# Activity
Please print out every entry below, verbatim.

# Record set

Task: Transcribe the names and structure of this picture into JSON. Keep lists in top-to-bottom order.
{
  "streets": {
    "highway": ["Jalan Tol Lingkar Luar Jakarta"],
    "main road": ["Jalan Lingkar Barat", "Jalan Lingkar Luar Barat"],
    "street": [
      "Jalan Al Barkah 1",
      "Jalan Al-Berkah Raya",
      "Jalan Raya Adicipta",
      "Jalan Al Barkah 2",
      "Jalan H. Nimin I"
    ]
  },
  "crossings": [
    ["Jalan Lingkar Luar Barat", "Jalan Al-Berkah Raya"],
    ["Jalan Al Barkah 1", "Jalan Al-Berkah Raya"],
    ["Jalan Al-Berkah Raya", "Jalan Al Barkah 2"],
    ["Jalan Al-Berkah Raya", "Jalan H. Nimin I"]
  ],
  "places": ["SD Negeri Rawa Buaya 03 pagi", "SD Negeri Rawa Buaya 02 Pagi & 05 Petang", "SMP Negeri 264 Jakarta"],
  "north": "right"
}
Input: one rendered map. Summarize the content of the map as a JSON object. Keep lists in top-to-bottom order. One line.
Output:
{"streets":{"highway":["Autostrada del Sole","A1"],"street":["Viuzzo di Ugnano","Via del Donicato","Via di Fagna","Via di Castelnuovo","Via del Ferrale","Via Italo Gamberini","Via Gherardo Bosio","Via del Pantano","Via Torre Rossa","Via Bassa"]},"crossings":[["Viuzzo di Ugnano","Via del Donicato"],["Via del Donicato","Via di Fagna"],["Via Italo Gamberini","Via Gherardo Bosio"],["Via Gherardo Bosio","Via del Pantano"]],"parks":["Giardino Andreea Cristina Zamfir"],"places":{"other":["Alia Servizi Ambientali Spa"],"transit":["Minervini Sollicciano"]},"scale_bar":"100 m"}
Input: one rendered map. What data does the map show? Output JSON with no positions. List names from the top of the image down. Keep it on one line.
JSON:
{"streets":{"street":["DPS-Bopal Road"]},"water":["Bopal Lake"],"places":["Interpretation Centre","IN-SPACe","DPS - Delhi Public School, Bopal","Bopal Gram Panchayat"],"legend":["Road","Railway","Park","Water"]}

# Response to the exercise
Task: Transcribe the names and structure of this picture into JSON. Keep lists in top-to-bottom order.
{
  "streets": {
    "highway": ["Jalan Tol Lingkar Luar Jakarta"],
    "main road": ["Jalan Lingkar Barat", "Jalan Lingkar Luar Barat"],
    "street": [
      "Jalan Al Barkah 1",
      "Jalan Al-Berkah Raya",
      "Jalan Raya Adicipta",
      "Jalan Al Barkah 2",
      "Jalan H. Nimin I"
    ]
  },
  "crossings": [
    ["Jalan Lingkar Luar Barat", "Jalan Al-Berkah Raya"],
    ["Jalan Al Barkah 1", "Jalan Al-Berkah Raya"],
    ["Jalan Al-Berkah Raya", "Jalan Al Barkah 2"],
    ["Jalan Al-Berkah Raya", "Jalan H. Nimin I"]
  ],
  "places": ["SD Negeri Rawa Buaya 03 pagi", "SD Negeri Rawa Buaya 02 Pagi & 05 Petang", "SMP Negeri 264 Jakarta"],
  "north": "right"
}
Input: one rendered map. Summarize the content of the map as a JSON object. Keep lists in top-to-bottom order. One line.
Output:
{"streets":{"highway":["Autostrada del Sole","A1"],"street":["Viuzzo di Ugnano","Via del Donicato","Via di Fagna","Via di Castelnuovo","Via del Ferrale","Via Italo Gamberini","Via Gherardo Bosio","Via del Pantano","Via Torre Rossa","Via Bassa"]},"crossings":[["Viuzzo di Ugnano","Via del Donicato"],["Via del Donicato","Via di Fagna"],["Via Italo Gamberini","Via Gherardo Bosio"],["Via Gherardo Bosio","Via del Pantano"]],"parks":["Giardino Andreea Cristina Zamfir"],"places":{"other":["Alia Servizi Ambientali Spa"],"transit":["Minervini Sollicciano"]},"scale_bar":"100 m"}
Input: one rendered map. What data does the map show? Output JSON with no positions. List names from the top of the image down. Keep it on one line.
JSON:
{"streets":{"street":["DPS-Bopal Road"]},"water":["Bopal Lake"],"places":["Interpretation Centre","IN-SPACe","DPS - Delhi Public School, Bopal","Bopal Gram Panchayat"],"legend":["Road","Railway","Park","Water"]}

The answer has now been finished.